Obtain the best possible value for money – that’s the overarching goal of procurement for any organisation. But what does “value for money” actually mean? And is it possible to measure the value for money achieved?
What is value for money?
Value for money (VFM) is a term that’s easily thrown around, but little understood. It is not about buying the cheapest products or services, but striking the balance between the lifetime cost of the purchase and the quality or performance of that product or service.
The NSW Government defines value for money as “the difference between the total benefit derived from a good or a service against its total cost, when assessed over the period the goods or services are to be used.”
In simple terms:
Value For Money = Total Lifetime Benefit – Total Lifetime Cost
Therefore, to measure and achieve VFM, you first need to identify and weigh up the benefits and costs.
There are three types of benefits and costs to consider, which include financial and non-financial factors.
- Up-front e.g. savings, avoided costs and transitioning-in costs
- Whole of life e.g. contingency costs, contract management risks, transitioning-out costs.
- Fitness-of-purpose e.g. the capability of the good or service to meet the precise identified need, compliance with specifications or standards.
There is another way to define VFM. According to consultancy firm KPMG, it’s about finding a balance between the three E’s:
- Economy: Acquisition of resources in appropriate quality and quantity, at minimum cost.
- Efficiency: Maximum output for any given set of inputs or the minimum inputs for any given quantity and quality of goods and services provided.
- Effectiveness: Extent to which any activity achieves the intended results, which can be either quantitative or qualitative.
By effectively striking a balance between the three E’s, you can reduce wastages and inefficiencies to achieve real value for money.

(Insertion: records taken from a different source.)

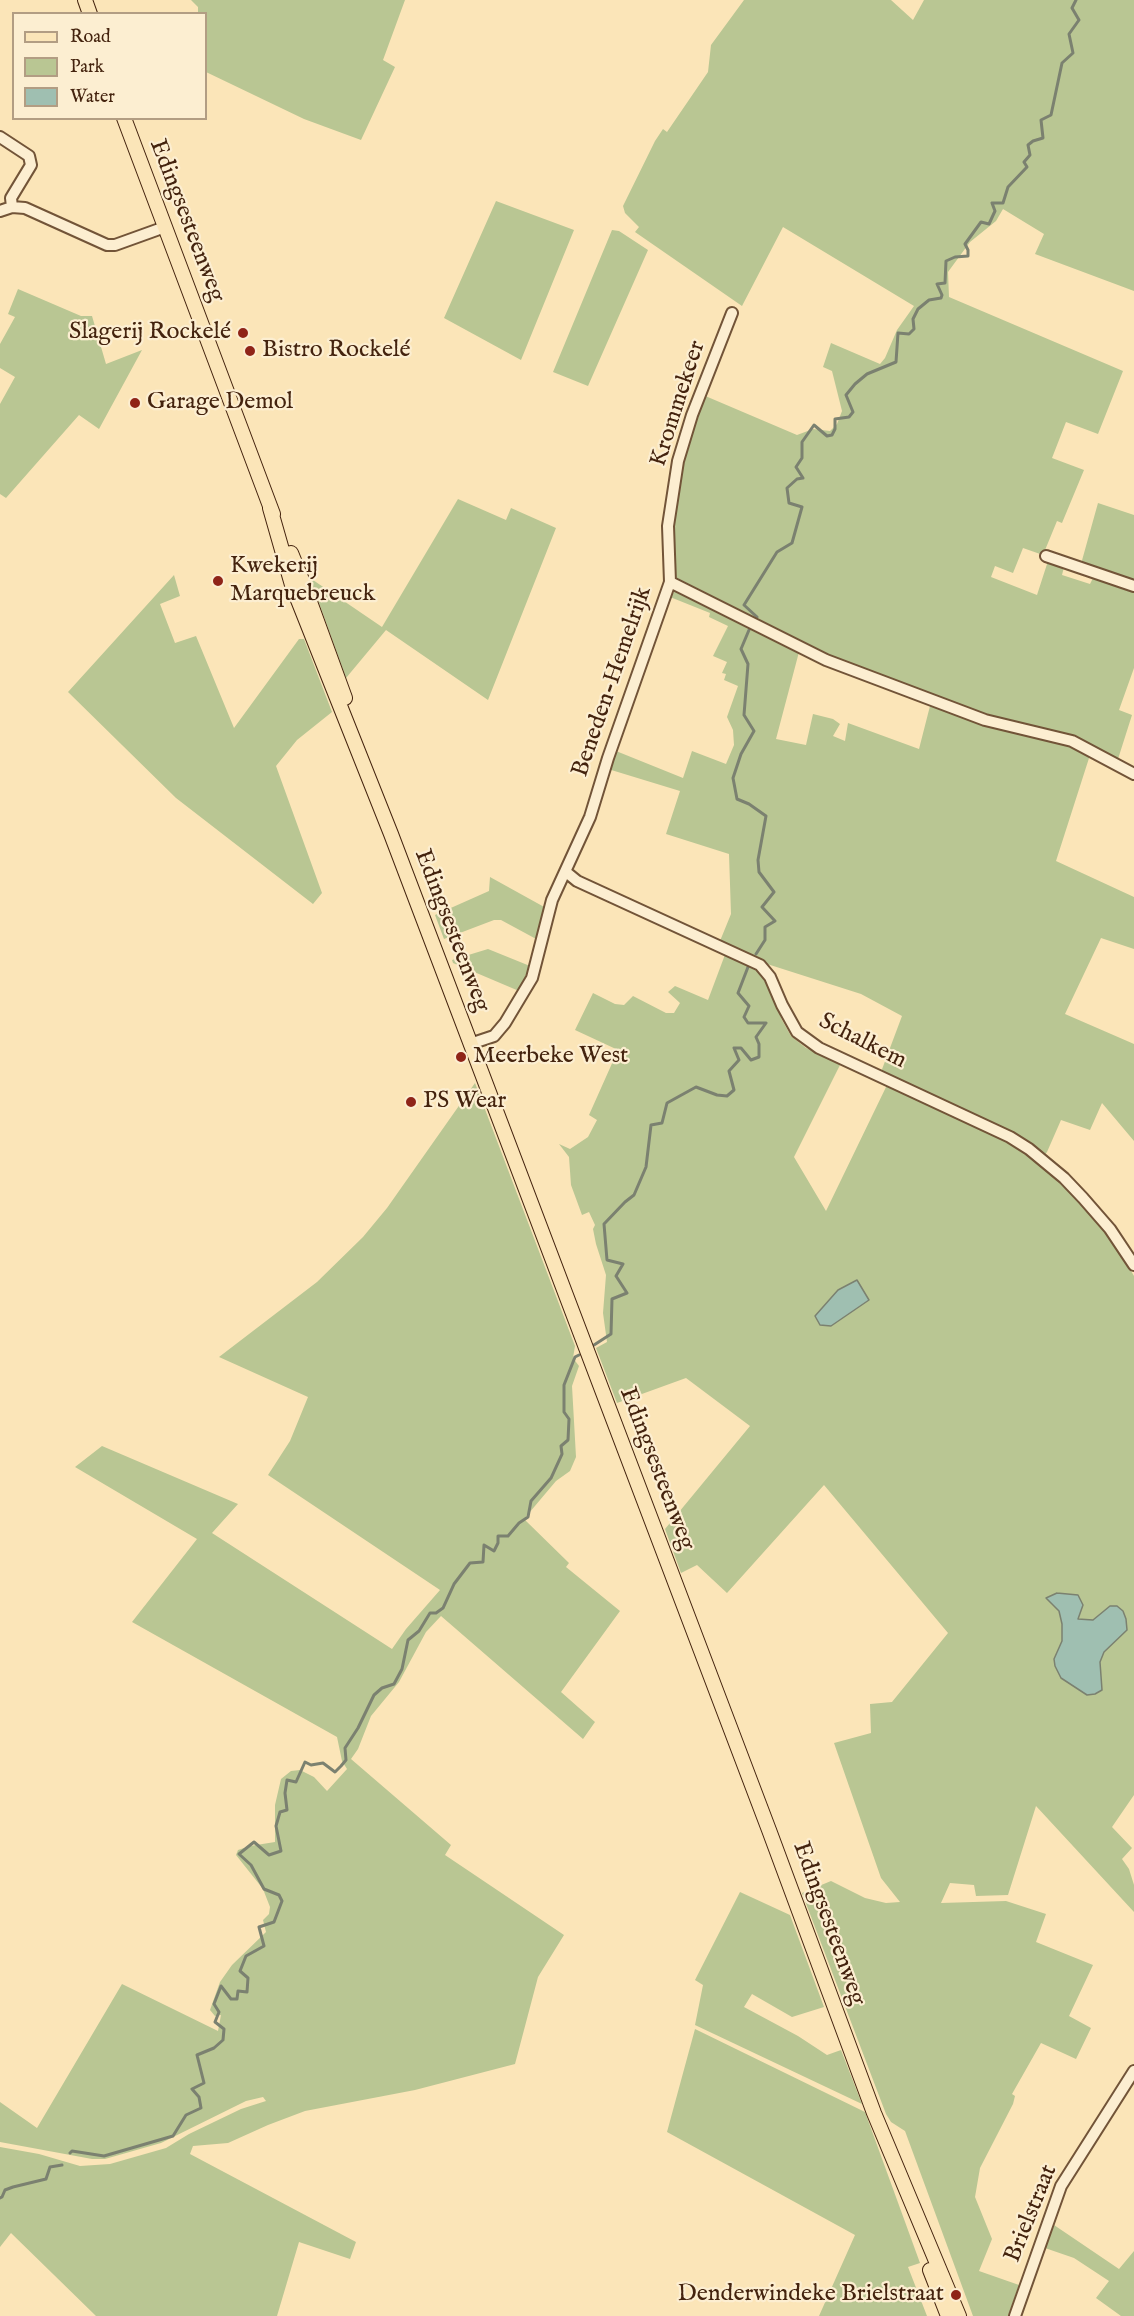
<!DOCTYPE html>
<meta charset="utf-8">
<style>
body{margin:0}
#map{position:relative;width:1134px;height:2316px;overflow:hidden;background:#fbe5b8;font-family:"IM FELL English",serif}
canvas{display:block}
.legend{position:absolute;left:12px;top:12px;width:195px;height:108px;box-sizing:border-box;background:#fceed1;border:2px solid #b29d83;margin:0;padding:8px 10px;list-style:none;font-size:18px;color:#44230e}
.legend li{display:flex;align-items:center;gap:12px;height:30px}
.legend b{width:30px;border:2px solid #b29d83}
</style>
<div id="map">
<canvas width="1134" height="2316"></canvas>
<ul class="legend">
<li><b style="height:8px;background:#fbe5b8"></b>Road</li>
<li><b style="height:16px;background:#b9c693"></b>Park</li>
<li><b style="height:16px;background:#9fbfb1"></b>Water</li>
</ul>
</div>
<script>
const ctx = document.querySelector('canvas').getContext('2d');
ctx.lineJoin = 'round';
function fill(path, color) {
  ctx.fillStyle = color;
  ctx.fill(path, 'evenodd');
}
function poly(rows) {
  const path = new Path2D();
  for (const r of rows) {
    path.moveTo(r[0], r[1]);
    for (let i = 2; i < r.length; i += 2) path.lineTo(r[i], r[i + 1]);
  }
  return path;
}
function strokePath(path, color, width, dash) {
  ctx.strokeStyle = color;
  ctx.lineWidth = width;
  ctx.lineCap = dash ? 'butt' : 'round';
  ctx.setLineDash(dash || []);
  ctx.stroke(path);
}
function label(font, color, halo, rows, align = 'center') {
  ctx.font = font + ' "IM FELL English",serif';
  ctx.lineWidth = 4.5;
  ctx.setLineDash([]);
  ctx.textBaseline = 'middle';
  ctx.strokeStyle = halo;
  ctx.fillStyle = color;
  for (const [text, x, y, turn = 0] of rows) {
    ctx.save();
    ctx.translate(x, y);
    ctx.rotate((+turn || 0) * Math.PI / 180);
    ctx.textAlign = isNaN(turn) ? turn : align;
    if (halo) ctx.strokeText(text, 0, 0);
    ctx.fillText(text, 0, 0);
    ctx.restore();
  }
}
fill(poly([
 [191,0,405,0,383,60,395,67,361,140,304,119,206,72,206,14,198,13,198,7],
 [744,0,891,0,913,20,924,0,1134,0,1134,291,1035,254,1044,234,1003,209,996,221,970,242,948,272,949,297,1123,371,1098,434,1066,422,1052,458,1084,470,1062,523,1057,521,1043,555,1023,548,1013,573,995,566,991,577,1037,595,1048,561,1064,567,1062,575,1090,584,1094,576,1134,589,1134,668,1119,710,1132,715,1118,759,1057,733,955,705,885,676,832,657,694,589,674,576,671,534,679,482,686,446,703,395,797,435,813,429,830,431,837,424,842,411,832,371,823,367,831,343,880,364,885,358,897,330,914,306,783,227,742,306,635,232,639,227,625,213,623,206,655,141,663,129,667,132,708,72,711,45],
 [496,201,574,230,521,360,444,318],
 [612,230,619,231,648,250,588,386,553,372],
 [18,289,81,316,92,316,106,364,142,350,99,429,79,415,6,498,0,494,0,404,15,377,0,368,0,344,15,317,8,314],
 [458,499,506,520,511,508,556,528,488,700,386,630,346,678,310,578,382,627],
 [1098,503,1134,515,1134,582,1081,564],
 [174,575,180,596,160,604,175,643,196,636,234,728,299,639,304,639,332,712,297,740,276,766,322,893,313,904,176,798,68,692],
 [675,591,681,591,716,608,753,630,799,652,776,739,806,745,813,714,833,719,840,724,833,736,845,741,848,723,919,749,930,706,987,725,1070,747,1090,755,1056,861,1134,897,1134,949,1101,938,1065,1014,1134,1044,1134,1141,1102,1103,1090,1130,1061,1120,1047,1152,1043,1157,881,1072,902,1016,861,994,764,963,720,941,731,914,729,854,666,834,680,791,608,769,616,751,683,778,692,751,726,764,734,745,733,730,727,717,738,686,724,680,726,674,722,673,727,662,713,656,728,626,709,617,710,613,670,597],
 [490,877,546,908,538,940,501,920,494,920,444,939,435,915,489,891],
 [488,949,530,966,519,991,453,963,452,960],
 [726,952,752,965,759,972,772,993,782,1020,791,1036,806,1048,841,1063,794,1157,826,1211,887,1085,1009,1141,1027,1153,1069,1191,1096,1221,1117,1247,1134,1276,1134,1795,1112,1827,1132,1848,1122,1859,1129,1869,1134,1885,1134,1912,1036,1806,1008,1895,976,1896,974,1885,950,1883,941,1903,1006,1901,1046,1914,1036,1942,1093,1965,1069,2016,1091,2028,1076,2059,1041,2043,1012,2094,1015,2096,1013,2104,980,2168,975,2197,992,2239,979,2271,1019,2285,1008,2316,973,2316,905,2131,891,2122,886,2114,802,1893,831,1881,865,1898,886,1903,900,1902,881,1878,834,1743,871,1733,870,1704,892,1702,948,1633,824,1485,727,1593,697,1565,681,1573,665,1529,750,1426,686,1378,617,1403,596,1348,607,1342,603,1313,606,1275,596,1244,593,1229,595,1225,589,1212,582,1215,571,1185,569,1157,559,1144,570,1149,588,1137,597,1120,589,1115,618,1050,575,1030,593,993,615,1004,624,1005,633,996,666,1013,674,1013,680,1003,668,992,675,986,708,1000],
 [475,1083,575,1346,573,1358,579,1366,572,1386,576,1457,570,1471,556,1481,524,1519,569,1563,566,1567,620,1611,561,1692,595,1722,583,1739,441,1616,426,1632,399,1682,371,1716,358,1749,351,1759,451,1845,445,1855,564,1935,538,1977,515,2064,415,2090,305,2111,268,2125,228,2143,193,2146,190,2154,356,2242,350,2259,299,2242,277,2316,96,2316,11,2233,0,2247,0,2147,39,2154,80,2166,110,2164,166,2148,189,2134,241,2109,266,2101,263,2097,246,2101,161,2143,105,2159,92,2159,0,2142,0,2102,37,2128,122,1984,218,2031,221,2015,215,2016,210,2010,220,1982,232,1965,266,1932,263,1920,269,1914,270,1907,263,1889,236,1855,238,1850,250,1846,275,1842,275,1805,281,1779,291,1771,300,1770,314,1777,327,1791,347,1769,342,1761,337,1737,132,1622,197,1539,75,1467,102,1446,238,1504,212,1533,392,1649,406,1629,440,1590,268,1475,290,1441,308,1397,219,1357,317,1282,363,1237,387,1208],
 [740,1892,790,1915,824,2007,792,2017,752,1994,744,2007,798,2036,827,2055,841,2050,862,2104,695,2025,703,1985,695,1980],
 [695,2029,865,2112,920,2263,908,2267,927,2316,819,2316,855,2235,667,2132],
 [1054,2225,1119,2269,1134,2251,1134,2316,1121,2316,1096,2298,1109,2281,1074,2258,1045,2248]
]), '#b9c693');
const water = poly([
 [857,1280,869,1300,831,1326,820,1325,815,1316,838,1290,857,1280],
 [1057,1593,1078,1595,1083,1605,1078,1619,1093,1620,1110,1606,1117,1606,1123,1611,1126,1619,1127,1630,1104,1652,1100,1662,1102,1690,1095,1694,1087,1695,1061,1678,1055,1666,1054,1659,1062,1641,1062,1624,1059,1611,1046,1598,1057,1593]
]);
fill(water, '#9fbfb1');
strokePath(water, '#7b8170', 1.5);
strokePath(poly([
 [757,617,744,605,777,552,792,543,802,507,789,503,787,488,797,479,803,478,796,467,802,458,802,442,814,425,827,436,832,435,835,429,835,419,849,417,853,412,846,395,855,384,867,374,896,362,898,333,909,334,914,329,913,319,918,309,929,300,941,298,942,295,937,284,945,283,946,261,955,257,968,256,968,250,965,244,981,222,989,224,995,211,992,203,1003,203,1008,187,1027,167,1024,162,1030,155,1028,145,1033,141,1043,138,1041,120,1051,115,1062,63,1073,53,1069,34,1079,20,1072,8,1076,0],
 [749,630,741,649,748,664,744,715,754,731,741,754,733,778,737,799,749,804,766,816,758,860,759,872,774,892,762,907,775,921,765,927,765,940,756,954],
 [594,1345,611,1334,612,1299,627,1293,616,1276,623,1264,607,1260,604,1224,625,1202,634,1195,646,1167,651,1125,662,1123,667,1103,696,1087,717,1095,727,1096,734,1090,729,1071,739,1060,734,1048,741,1048,751,1060,759,1057,759,1044,756,1037,766,1023,748,1023,744,1017,749,1006,738,993,748,967],
 [70,2153,72,2151,104,2156,173,2136,186,2115,201,2108,199,2097,192,2089,204,2083,197,2055,214,2048,223,2040,224,2029,215,2022,219,2012,214,2004,221,1986,231,1999,237,1999,238,1991,247,1992,248,1978,240,1971,246,1956,264,1946,259,1927,274,1922,282,1901,279,1895,264,1889,251,1865,239,1854,254,1842,269,1855,281,1851,276,1826,280,1812,287,1810,285,1793,287,1780,296,1782,305,1762,311,1765,323,1763,335,1772,341,1766,346,1760,345,1748,358,1728,374,1695,382,1688,394,1684,402,1669,408,1640,419,1631,430,1613,436,1613,443,1608,454,1584,470,1563,483,1562,484,1545,494,1551,498,1543,498,1536,508,1536,519,1523,528,1517,531,1501,551,1478,562,1454,561,1446,568,1440,569,1419,564,1412,564,1385,575,1357,579,1355],
 [0,2198,2,2197,5,2190,13,2187,46,2179,50,2167,62,2165]
]), '#7b8170', 3);
const minor = poly([
 [0,137,29,156,31,165,11,198,12,207],
 [0,211,12,207,25,208,107,245,115,245,165,227],
 [1046,556,1134,586],
 [670,582,826,660,985,720,1072,741,1134,774],
 [566,872,577,881,760,965,770,977,782,1005,797,1032,819,1048,1010,1137,1029,1149,1064,1178,1083,1198,1110,1229,1134,1265],
 [470,1044,494,1036,505,1023,532,978,552,900,590,817,608,758,670,582,668,526,678,461,692,415,732,313],
 [1015,2316,1061,2186,1134,2071]
]);
const major = poly([
 [85,0,90,14],
 [124,118,273,514],
 [270,508,292,585,391,834,769,1830,874,2113,959,2316],
 [291,553,302,580,345,698],
 [930,2270,948,2316]
]);
strokePath(minor, '#725438', 14);
strokePath(major, '#44230e', 16);
strokePath(minor, '#fceed1', 10);
strokePath(major, '#fbe5b8', 14);
for (const [x, y, r, color] of [
 [243,333,6,"#8f2418"],
 [250,351,6,"#8f2418"],
 [135,403,6,"#8f2418"],
 [218,581,6,"#8f2418"],
 [461,1057,6,"#8f2418"],
 [411,1102,6,"#8f2418"],
 [956,2295,6,"#8f2418"]
]) {
  const dot = new Path2D();
  dot.arc(x, y, r, 0, 2 * Math.PI);
  ctx.fillStyle = color;
  ctx.fill(dot);
  strokePath(dot, '#fceed1', 2);
}
label('24px', '#44230e', '#fceed1', [
 ["Edingsesteenweg",186,221,69],
 ["Krommekeer",679,404,-72],
 ["Beneden-Hemelrijk",613,682,-71],
 ["Edingsesteenweg",451,931,69],
 ["Schalkem",862,1042,27],
 ["Edingsesteenweg",656,1469,69],
 ["Edingsesteenweg",828,1924,70],
 ["Brielstraat",1032,2214,-68]
]);
label('24px', '#44230e', '#fceed1', [
 ["Slagerij Rockelé",231,333,"right"],
 ["Bistro Rockelé",262,351],
 ["Garage Demol",147,403],
 ["Kwekerij",230,567],
 ["Marquebreuck",230,595],
 ["Meerbeke West",473,1057],
 ["PS Wear",423,1102],
 ["Denderwindeke Brielstraat",944,2295,"right"]
], 'left');
</script>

The challenge of measuring value for money
But it’s not that easy. You can only improve what you can measure and there is no universal formula for measuring VFM in procurement. You need to consider the entire mix of costs, benefits, fitness for purpose, timelines and risk.

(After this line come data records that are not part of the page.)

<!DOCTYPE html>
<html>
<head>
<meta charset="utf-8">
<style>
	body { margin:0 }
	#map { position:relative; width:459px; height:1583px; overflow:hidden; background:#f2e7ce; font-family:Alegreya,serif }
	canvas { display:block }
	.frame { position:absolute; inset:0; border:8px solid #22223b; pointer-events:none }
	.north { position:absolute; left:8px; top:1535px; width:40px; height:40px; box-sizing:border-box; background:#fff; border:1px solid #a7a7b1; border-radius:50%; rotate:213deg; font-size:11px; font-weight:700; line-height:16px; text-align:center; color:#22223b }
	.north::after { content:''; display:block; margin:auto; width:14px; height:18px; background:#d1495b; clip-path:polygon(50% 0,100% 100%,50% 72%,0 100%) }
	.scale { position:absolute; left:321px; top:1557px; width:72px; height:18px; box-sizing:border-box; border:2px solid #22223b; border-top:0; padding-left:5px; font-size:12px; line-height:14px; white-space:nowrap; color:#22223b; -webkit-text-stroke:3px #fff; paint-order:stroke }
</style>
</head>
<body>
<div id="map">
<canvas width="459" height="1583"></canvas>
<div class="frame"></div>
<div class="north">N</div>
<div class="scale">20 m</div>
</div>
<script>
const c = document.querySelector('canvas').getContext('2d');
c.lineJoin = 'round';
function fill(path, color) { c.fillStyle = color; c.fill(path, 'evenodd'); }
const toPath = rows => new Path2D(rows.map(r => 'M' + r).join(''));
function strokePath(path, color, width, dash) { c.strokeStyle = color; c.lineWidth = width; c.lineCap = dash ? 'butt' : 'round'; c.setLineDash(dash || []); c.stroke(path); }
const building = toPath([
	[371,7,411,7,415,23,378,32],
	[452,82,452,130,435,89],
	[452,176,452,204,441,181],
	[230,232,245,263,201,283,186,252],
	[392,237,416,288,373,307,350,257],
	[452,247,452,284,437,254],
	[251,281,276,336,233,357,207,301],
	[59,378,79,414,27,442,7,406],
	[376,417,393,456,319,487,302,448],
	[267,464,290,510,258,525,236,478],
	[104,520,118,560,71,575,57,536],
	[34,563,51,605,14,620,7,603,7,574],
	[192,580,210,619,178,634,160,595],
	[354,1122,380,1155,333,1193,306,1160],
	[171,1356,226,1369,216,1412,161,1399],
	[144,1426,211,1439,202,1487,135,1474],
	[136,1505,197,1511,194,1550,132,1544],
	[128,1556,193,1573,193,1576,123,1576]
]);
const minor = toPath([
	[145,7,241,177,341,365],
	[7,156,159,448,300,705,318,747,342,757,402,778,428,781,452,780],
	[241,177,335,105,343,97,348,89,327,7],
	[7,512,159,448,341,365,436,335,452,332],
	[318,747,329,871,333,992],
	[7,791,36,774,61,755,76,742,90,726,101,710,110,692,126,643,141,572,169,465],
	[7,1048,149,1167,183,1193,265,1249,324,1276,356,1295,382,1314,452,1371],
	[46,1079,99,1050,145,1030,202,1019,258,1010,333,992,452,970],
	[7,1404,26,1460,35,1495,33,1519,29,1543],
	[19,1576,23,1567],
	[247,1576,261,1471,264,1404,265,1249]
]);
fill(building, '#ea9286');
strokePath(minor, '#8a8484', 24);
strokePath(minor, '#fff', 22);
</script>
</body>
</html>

The biggest challenge here is putting an equivalent money value to factors which cannot be easily valued or quantified. We’re talking about non-financial factors. It might seem easier to simply concentrate on the benefits and ignore the costs, but this wouldn’t show the true value for money.
Also, the factors that are important to one organisation might be of little consequence to another. This means you need to allocate a weighting to each factor at the outset.
Focus on competition
Buying goods and services through competition helps overcome these challenges to a degree. Competition gives you a way to compare the risk and benefit factors of the goods or services you’re procuring. There’s less need to “measure” the non-monetary factors, as you can simply use them as a KPI for suppliers to meet.
Never stop measuring
At the end of the day,procurement decisions should be made on the basis of a long-term view of value for money. Don’t only measure value for money at the procurement stage; review it at different stages in the life of the contract. This will help you examine whether planned VFM benefits are being achieved.
Over to you
What I’ve provided in this article is an introduction to value for money and some of associated challenges. As one of the foundational concepts in procurement, it requires an in-depth study and understanding if you want to be able to effectively apply it to your workplace.